The tribes of Tayy, Abd Al-Qais, and Taghlib are also known to have included many Christians in the pre-Islamic period. The Yemenite city of Najran was a center of Arabian Christianity, made famous by the persecution by one of the kings of Yemen, Dhu Nawas, who was himself an enthusiastic convert to Judaism. The leader of the Arabs of Najran during the period of persecution, Al-Harith, was canonized by the Roman Catholic Church as St. Aretas. Some modern scholars suggest that Philip the Arab was the first Christian emperor of Rome.[12] By the 4th century a significant number of Christians occupied the Sinai peninsula, Mesopotamia and Arabia.

In the New Testament

The New Testament has a biblical account of Arab conversion to Christianity recorded in the book of Acts. When St.
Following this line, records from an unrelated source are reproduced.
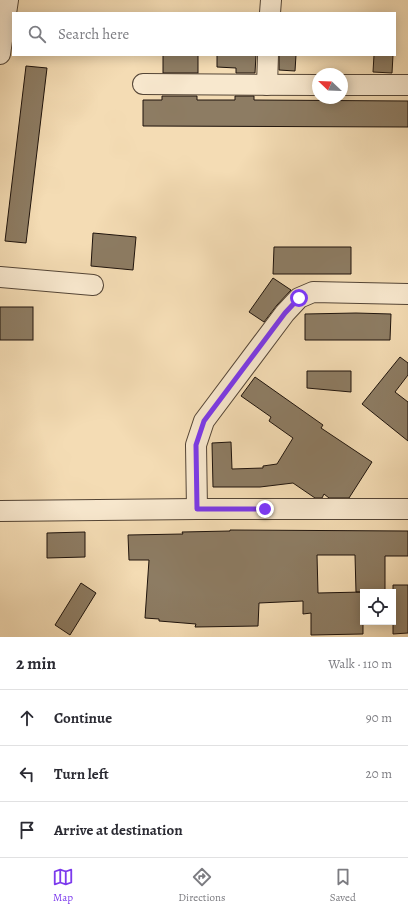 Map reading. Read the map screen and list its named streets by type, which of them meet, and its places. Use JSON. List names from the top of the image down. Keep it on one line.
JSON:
{"north":"top left","page":{"search":"Search here","heading":["2 min","Walk · 110 m"],"list":[["Continue","90 m"],["Turn left","20 m"],"Arrive at destination"],"nav":["Map","Directions","Saved"]}} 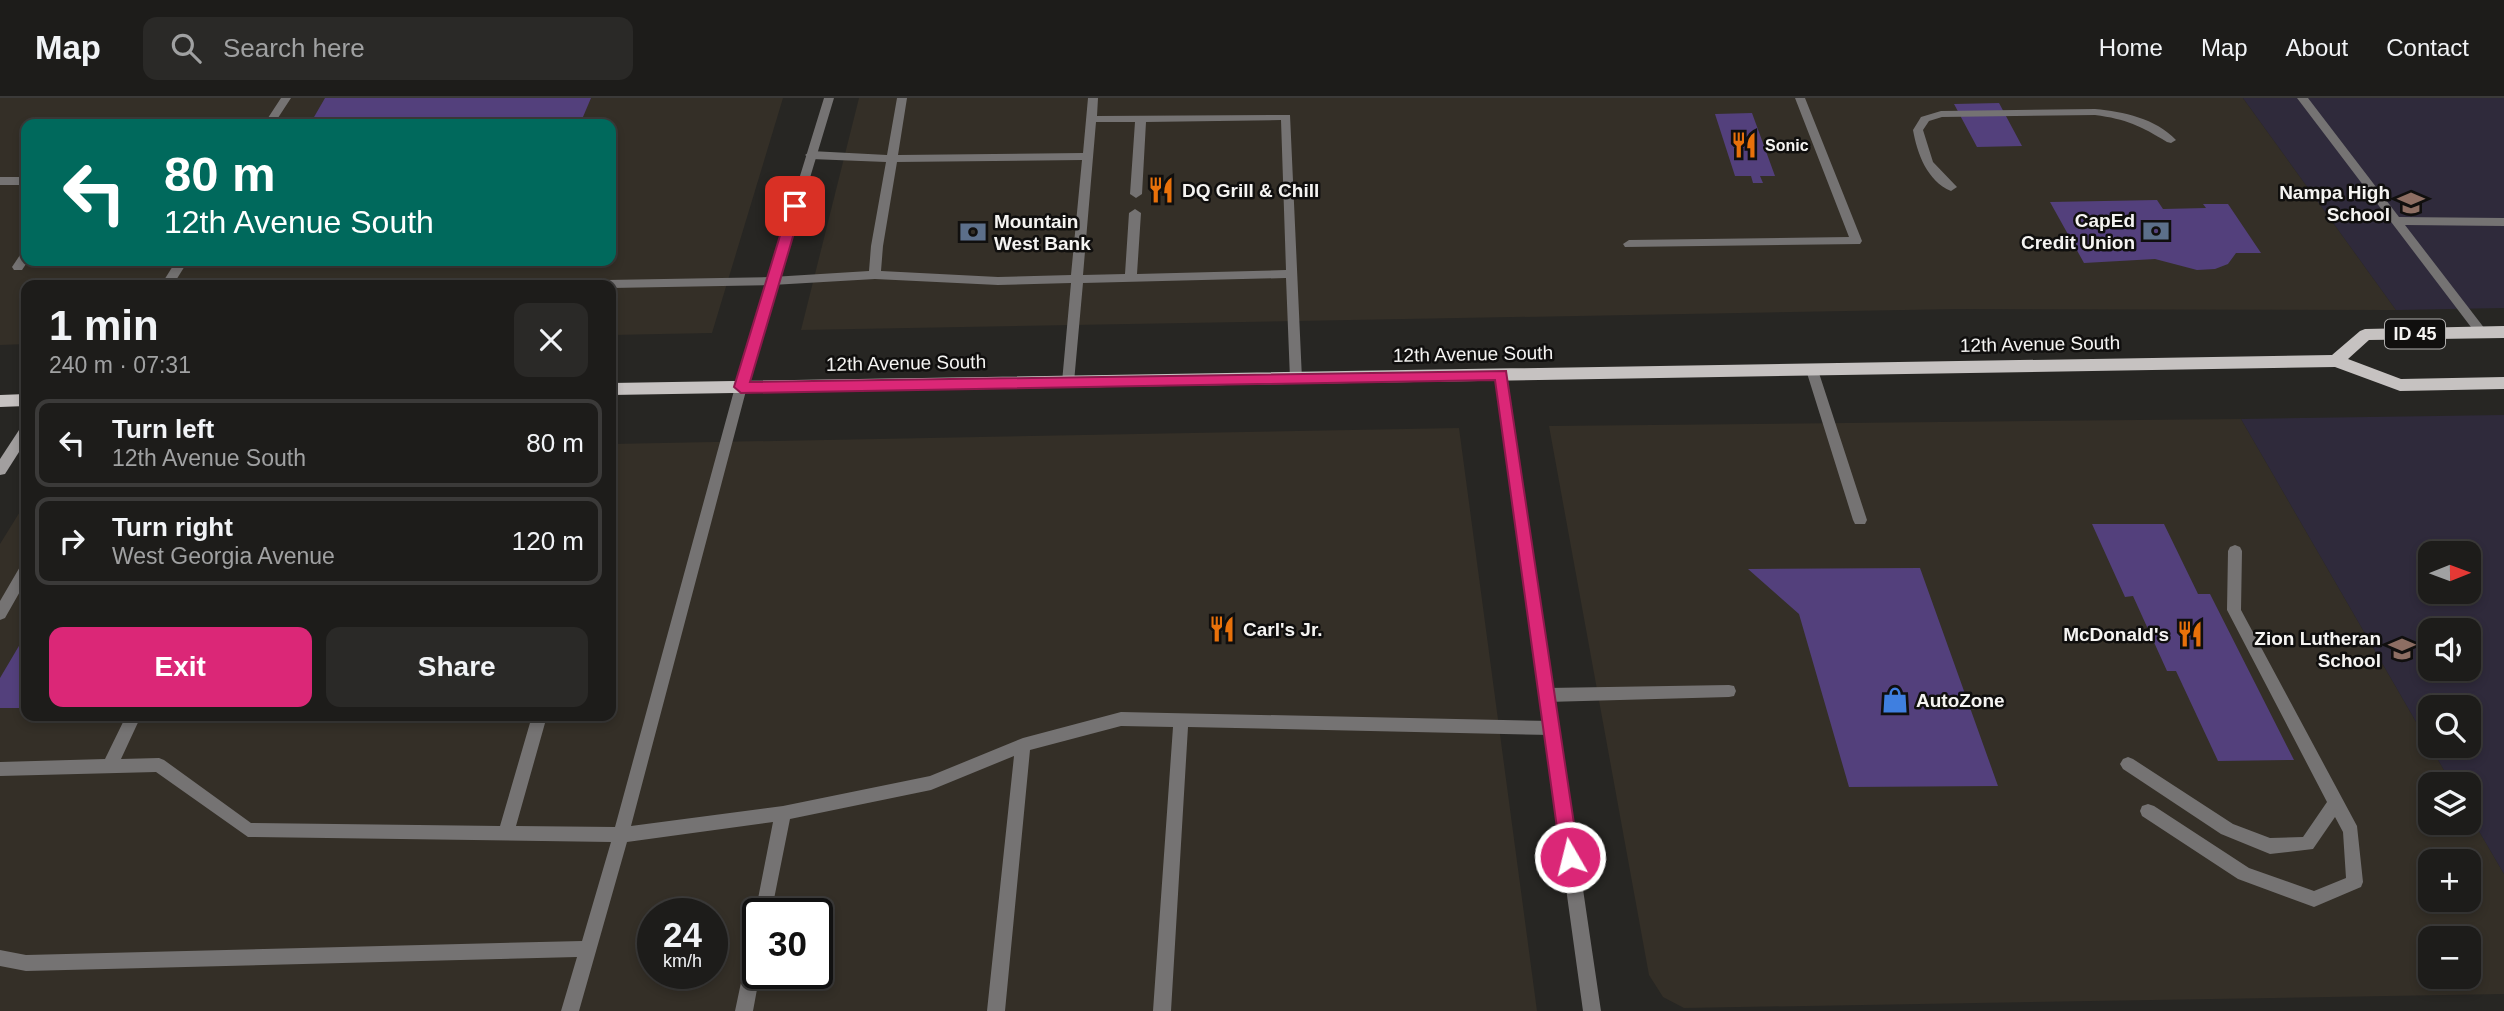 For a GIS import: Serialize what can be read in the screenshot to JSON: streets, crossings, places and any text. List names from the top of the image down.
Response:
{
  "streets": {
    "main road": ["ID 45", "12th Avenue South"]
  },
  "crossings": [
    ["ID 45", "12th Avenue South"]
  ],
  "places": {
    "restaurant": [
      "Sonic",
      "DQ Grill & Chill",
      "Carl's Jr.",
      "McDonald's"
    ],
    "school or university": ["Nampa High School", "Zion Lutheran School"],
    "bank": ["CapEd Credit Union", "Mountain West Bank"],
    "shop": ["AutoZone"]
  },
  "north": "right",
  "page": {
    "header": "Map",
    "search": "Search here",
    "nav": [
      "Home",
      "Map",
      "About",
      "Contact"
    ],
    "turn": ["80 m", "12th Avenue South"],
    "heading": ["1 min", "240 m · 07:31"],
    "list": [
      {
        "name": "Turn left",
        "note": "12th Avenue South",
        "value": "80 m"
      },
      {
        "name": "Turn right",
        "note": "West Georgia Avenue",
        "value": "120 m"
      }
    ],
    "map_buttons": ["+", "−"],
    "buttons": ["Exit", "Share"],
    "speed": "24 km/h",
    "limit": "30"
  }
} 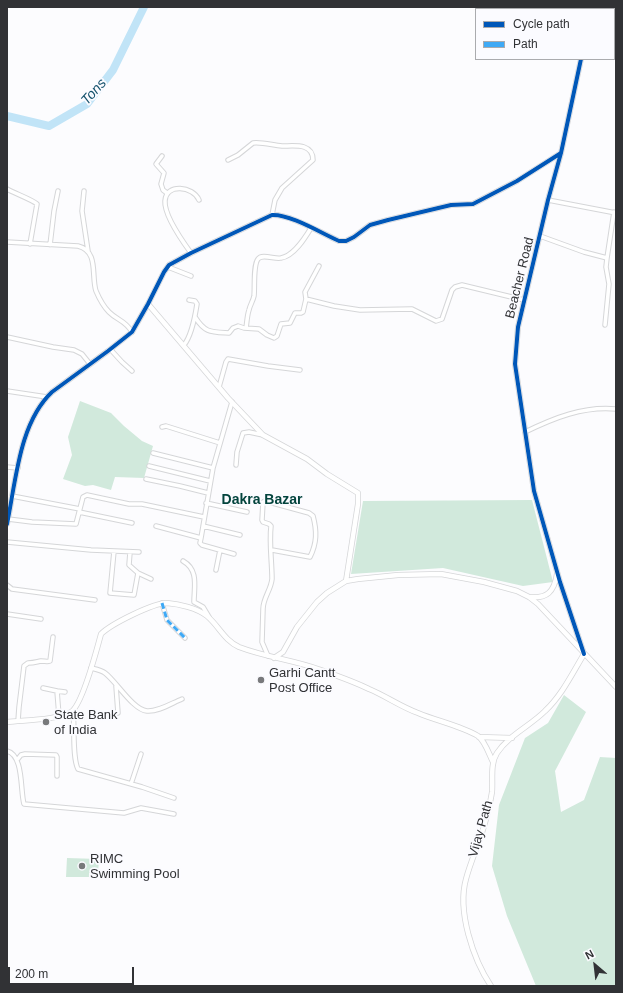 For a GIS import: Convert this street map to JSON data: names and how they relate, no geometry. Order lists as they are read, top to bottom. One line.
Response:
{"streets":{"street":["Beacher Road","Vijay Path"]},"districts":["Dakra Bazar"],"water":["Tons"],"places":["Garhi Cantt Post Office","State Bank of India","RIMC Swimming Pool"],"legend":["Cycle path","Path"],"scale_bar":"200 m","north":"top left"} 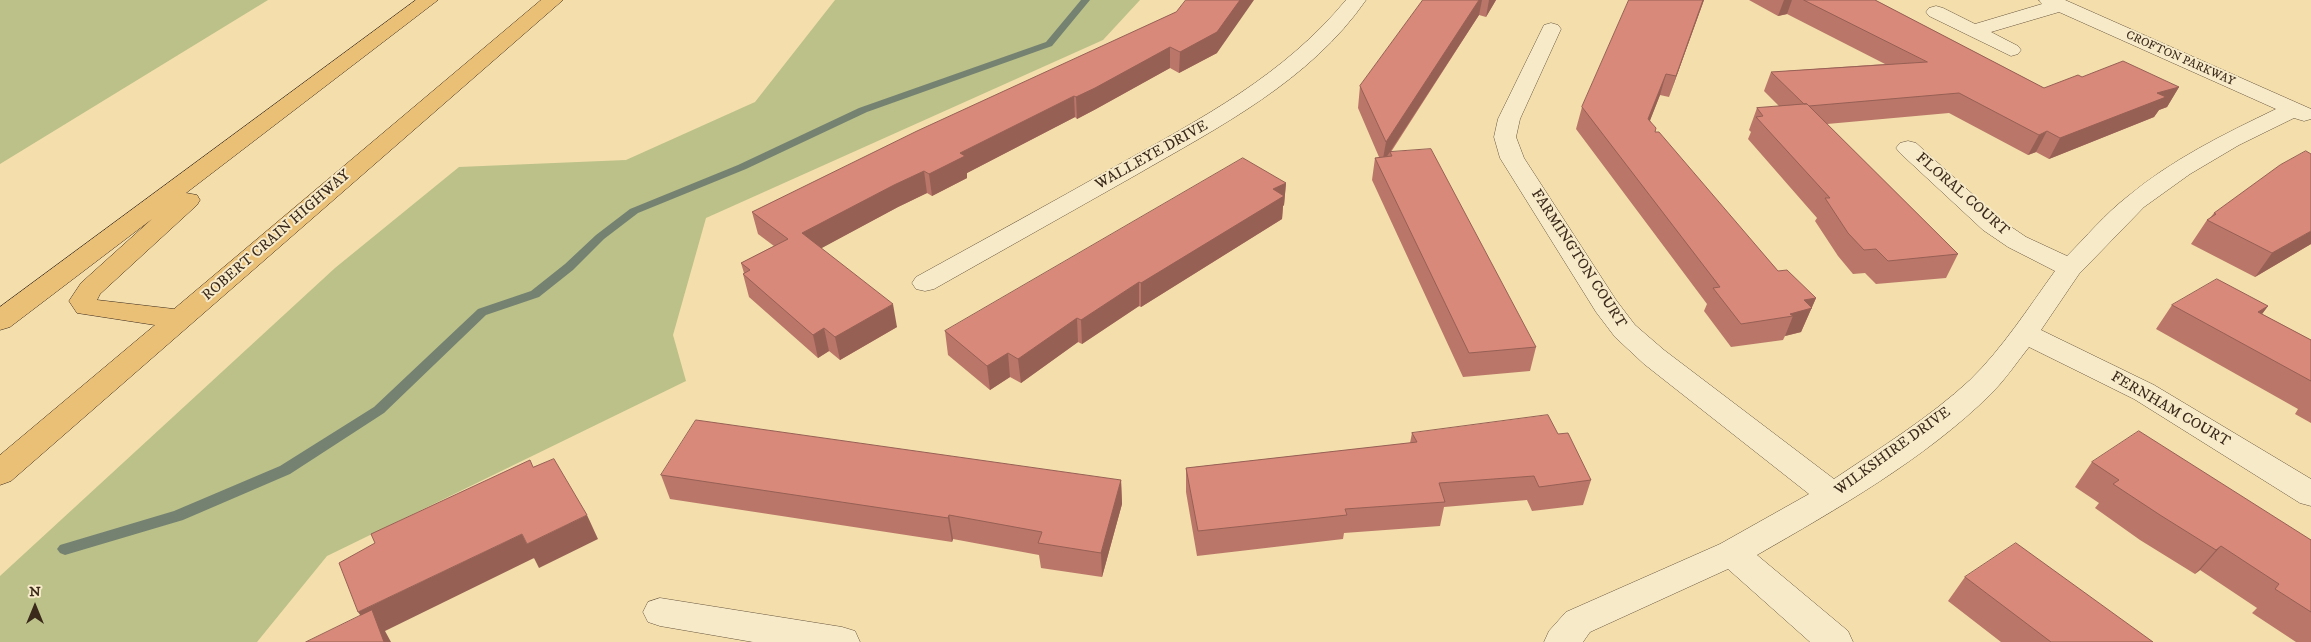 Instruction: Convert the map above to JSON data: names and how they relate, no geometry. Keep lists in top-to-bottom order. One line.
{"streets":{"highway":["ROBERT CRAIN HIGHWAY"],"street":["CROFTON PARKWAY","WALLEYE DRIVE","FLORAL COURT","FARMINGTON COURT","FERNHAM COURT","WILKSHIRE DRIVE"]},"crossings":[["CROFTON PARKWAY","WILKSHIRE DRIVE"],["FLORAL COURT","WILKSHIRE DRIVE"],["FARMINGTON COURT","WILKSHIRE DRIVE"],["FERNHAM COURT","WILKSHIRE DRIVE"]],"north":"top"}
Peter preaches to the people of Jerusalem, they ask, "And how is it that we hear, each of us in his own native language? [. . .] both Jews and proselytes, Cretans and Arabians—we hear them telling in our own tongues the mighty works of God." (Acts 2:8, 11, English Standard Version).[13][verification needed] Arab Christians are thus one of the oldest Christian communities.

The first mention of Christianity in Arabia occurs in the New Testament as the Apostle Paul refers to his journey in Arabia following his conversion (Galatians 1: 15-17). Later, Eusebius of Caesarea discusses a bishop named Beryllus in the see of Bostra, the site of a synod c. 240 and two Councils of Arabia. Christians existed in Arab lands from the 3rd century onward.[12]

After Islamic conquest

Throughout many eras of history, Christians have co-existed fairly peacefully with their fellow non-Christian Arab neighbours, principally Muslims and Jews.[citation needed] Even after the rapid expansion of Islam from the 7th century onwards through the Islamic conquests, many Christians chose not to convert to Islam. Many scholars and intellectuals like Edward Said believed Christians in the Arab world have made significant contributions to the Arab civilization and still do. Some of the top poets at certain times were Arab Christians, and many Arab Christians were physicians, writers, government officials, and people of literature.[14]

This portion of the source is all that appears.